Thursday, March 17, 2005

Corroborating the importance of good writing skills...

My 2 cents on why it is important to develop good writing skills over your career...

Proceeding from the commonly accepted norm that good communication is a good skill to have,
very few of us do little to sustain a conscious effort in improving this skill.

For example, would Linux have succeeded if Linus Torvalds hadn't evangelized it? As brilliant a hacker as he is, it was Linus's ability to convey his ideas in written English via email and mailing lists that made Linux attract a worldwide brigade of volunteers.
Have you heard of the latest fad, Extreme Programming? Well, without getting into what I think about XP, the reason you've heard of it is because it is being promoted by people who are very gifted writers and speakers.

Even on the small scale, when you look at any programming organization, the programmers with the most power and influence are the ones who can write and speak in English clearly, convincingly, and comfortably. Also it helps to be tall, but you can't do anything about that ;)

As Joel says, The difference between a tolerable programmer and a great programmer is not how many programming languages they know, and it's not whether they prefer Python or Java. It's whether they can communicate their ideas. By persuading other people, they get leverage. By writing clear comments and technical specs, they let other programmers understand their code, which means other programmers can use and work with their code instead of rewriting it. Absent this, their code is worthless. By writing clear technical documentation for end users, they allow people to figure out what their code is supposed to do, which is the only way those users can see the value in their code. There's a lot of wonderful, useful code buried on sourceforge somewhere that nobody uses because it was created by programmers who don't write very well (or don't write at all), and so nobody knows what they've done and their brilliant code languishes.

If you can write well, wherever you get hired, you'll soon find that you're getting asked to write the specifications and that means you're already leveraging your influence and getting noticed by management.

There are a quite a few thousand garage game developers who write games for the PC and the mobiles by the hundreds in a year, and sell them to game resellers by the dozen and make a killing. But they're still garage developers. They dont think big. Bill Gates had a bigger vision. Why dont they think of having everyone in the world to play their game at least once?

If you're still studying, look for the classes which are "writing intensive," meaning, you have to write an awful lot to pass them. Look for those classes and take them! Seek out classes in any field that have weekly or daily written assignments.

The best things about the effort to read and write well is that it helps you form an opinion on things that you never knew about.
It helps you appreciate the nuances of the different writing styles of different people, and understand what differenciates mundane text book style of writing from someone who's able to convince a reader subtly and make an impression at a sub-conscious level. Moreover, dont ask what it does to your creative energy and the range of ideas you can come out with. I, for example, started with asking, why the Indian voting machines do not come with a 'None' button. But the one that takes the cake is that it automatically improves your verbal communication and negotiating skills as well.

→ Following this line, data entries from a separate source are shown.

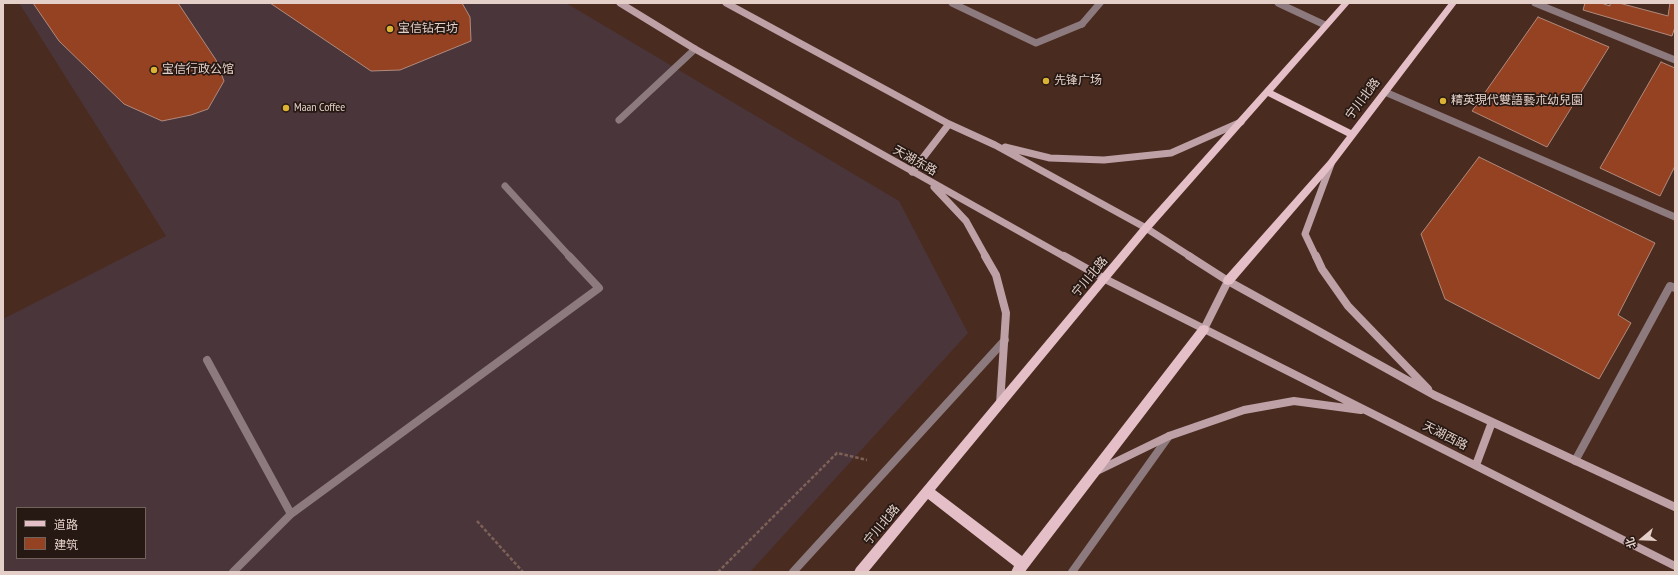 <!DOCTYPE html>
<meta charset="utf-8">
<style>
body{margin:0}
#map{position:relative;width:1678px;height:575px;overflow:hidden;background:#4a2b20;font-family:"PT Sans Narrow","Noto Sans SC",sans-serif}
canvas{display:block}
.frame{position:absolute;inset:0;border:4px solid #e4d0c9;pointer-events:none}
.legend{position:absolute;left:16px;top:507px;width:130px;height:52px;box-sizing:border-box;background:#261813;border:1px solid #72625c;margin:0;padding:5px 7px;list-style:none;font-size:12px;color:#e4d0c9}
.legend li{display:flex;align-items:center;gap:8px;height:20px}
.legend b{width:20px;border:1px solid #72625c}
.north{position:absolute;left:1622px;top:519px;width:40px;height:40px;-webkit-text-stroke:3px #261813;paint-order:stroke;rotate:251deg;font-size:11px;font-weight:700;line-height:16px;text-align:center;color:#e4d0c9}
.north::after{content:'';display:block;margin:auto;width:14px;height:18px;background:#e4d0c9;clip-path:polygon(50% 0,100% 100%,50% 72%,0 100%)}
</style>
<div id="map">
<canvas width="1678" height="575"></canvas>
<div class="frame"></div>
<ul class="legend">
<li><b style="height:5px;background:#e4bfc7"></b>道路</li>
<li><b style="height:11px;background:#954223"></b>建筑</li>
</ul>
<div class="north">北</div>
</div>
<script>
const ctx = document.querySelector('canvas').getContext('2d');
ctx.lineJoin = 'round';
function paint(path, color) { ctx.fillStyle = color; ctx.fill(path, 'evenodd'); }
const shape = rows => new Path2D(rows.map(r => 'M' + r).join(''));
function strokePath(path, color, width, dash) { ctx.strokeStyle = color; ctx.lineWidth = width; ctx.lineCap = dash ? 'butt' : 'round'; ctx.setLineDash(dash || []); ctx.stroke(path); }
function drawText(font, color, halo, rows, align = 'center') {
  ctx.font = font + ' "PT Sans Narrow","Noto Sans SC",sans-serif'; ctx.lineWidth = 3.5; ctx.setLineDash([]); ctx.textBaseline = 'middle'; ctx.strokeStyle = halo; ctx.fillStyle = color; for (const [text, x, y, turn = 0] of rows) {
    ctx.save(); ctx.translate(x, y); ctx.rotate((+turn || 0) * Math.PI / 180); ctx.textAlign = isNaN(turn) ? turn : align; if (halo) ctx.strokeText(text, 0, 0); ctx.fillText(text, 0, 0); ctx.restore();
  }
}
paint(shape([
 [19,3,566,3,899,201,968,333,750,572,3,572,3,319,166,236],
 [17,508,145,508,145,558,17,558]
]), '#4a353a');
const building = shape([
 [33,3,178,3,216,60,224,81,208,109,191,115,162,121,124,104,59,41,33,3],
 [270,3,462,3,470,17,471,41,400,70,371,71,270,3],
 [1585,3,1601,3,1610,6,1610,3,1619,3,1668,16,1670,3,1675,3,1675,27,1672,36,1583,10,1585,3],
 [1538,17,1609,47,1547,147,1472,111,1538,17],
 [1661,62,1675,68,1675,166,1660,196,1600,168,1661,62],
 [1479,157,1655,243,1618,315,1631,323,1599,379,1445,299,1421,234,1479,157]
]);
paint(building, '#954223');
strokePath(building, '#b08a7d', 1);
strokePath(shape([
 [477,521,523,572],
 [718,572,837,453,867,460]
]), '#7d6157', 2.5, [3.5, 2]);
strokePath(shape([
 [619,120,695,49]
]), '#8c7a7e', 7);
strokePath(shape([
 [952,3,1036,43,1082,24]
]), '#8c7a7e', 7);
strokePath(shape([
 [1278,3,1325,25],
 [1535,3,1675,60],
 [1082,24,1100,3],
 [1385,92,1675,217],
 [505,186,570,257]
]), '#8c7a7e', 7);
strokePath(shape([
 [207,360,291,514,233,572],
 [1575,461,1670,286,1675,288],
 [291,514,599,288,569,256],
 [793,572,1005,340],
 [1072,572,1169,436]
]), '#8c7a7e', 8);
strokePath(shape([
 [620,3,695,49,1065,257],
 [726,3,949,124,995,145,1146,228,1191,257],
 [1005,147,1050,158,1104,160,1171,153,1241,122],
 [912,172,949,124],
 [934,187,966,221,986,257],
 [1316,257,1305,234,1331,164]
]), '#bda1a7', 7);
strokePath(shape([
 [985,256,996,275,1006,313,1000,404],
 [1064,256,1105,279,1675,566],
 [1189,256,1228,281,1434,395,1675,507],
 [1316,256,1322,269,1348,306,1428,389],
 [1204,329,1228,281],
 [1476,465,1492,422],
 [1097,471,1169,436,1244,410,1294,401,1361,410]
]), '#bda1a7', 8);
paint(shape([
 [1342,3,1350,3,1273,91,1351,130,1449,3,1457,3,1334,165,1232,284,1228,285,1224,284,1223,281,1224,278,1328,161,1347,136,1268,96,1149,231,935,490,1022,556,1200,326,1204,325,1208,326,1209,329,1208,332,1027,569,1025,572,1011,572,1014,566,928,499,868,572,854,572,856,568,1143,225,1342,3]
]), '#e4bfc7');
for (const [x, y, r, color] of [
 [390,29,4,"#dbb233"],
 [154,70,4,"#dbb233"],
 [1046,81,4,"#dbb233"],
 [1443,101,4,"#dbb233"],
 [286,108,4,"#dbb233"]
]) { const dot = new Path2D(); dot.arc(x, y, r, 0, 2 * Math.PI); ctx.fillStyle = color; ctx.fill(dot); strokePath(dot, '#261813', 1.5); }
drawText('12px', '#e4d0c9', '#261813', [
 ["宝信钻石坊",398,29],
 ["宝信行政公馆",162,70],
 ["先锋广场",1054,81],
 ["精英現代雙語藝朮幼兒園",1451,101],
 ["Maan Coffee",294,108]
], 'left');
drawText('12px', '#e4d0c9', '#261813', [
 ["宁川北路",1363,99,-53],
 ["天湖东路",915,161,29],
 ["宁川北路",1090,277,-50],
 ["天湖西路",1445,436,27],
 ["宁川北路",882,525,-50]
]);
</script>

Start a journal or weblog. Write what you feel strongly about. Write about your ideas, even if it's about what you think the corner store near your office can do to subvert efforts from the sharks to throw them out of business. Write about what your company can do to save costs, be it about the paper in the photocopying machine.

The more you write, the easier it will be, and the easier it is to write, the more you'll write, in a virtuous circle. The more you keep writing and the more successful you are in that sustained effort, some day someone small will notice you and take a stand either on your side or the highway! Either way, you've made a mark. You've scored your first goal. Now, go celebrate!

Each one develops an area of comfort, what many refer to as 'getting into their zone'. Figure out what yours is, and keep writing about issues related to your zone. The next logical step is to market yourself in various ways to journals and magazines which deal in that area. Who knows, it may be a start to a monthly article from the 'Fish Guru'. Then, your scope of influence and your audience increase like a geometric progression.

Enough said, try your first article, and expect it to be shabby, grammatically incorrect, illogical and incoherent to an onlooker. The key here then is to understand your objective and your audience and edit, edit and edit.

Whoever said 2 cents cant get you anything these days! ;>)

Cheers.....

Note: Content in some parts above and inspiration in whole borrowed from Joel Spolsky.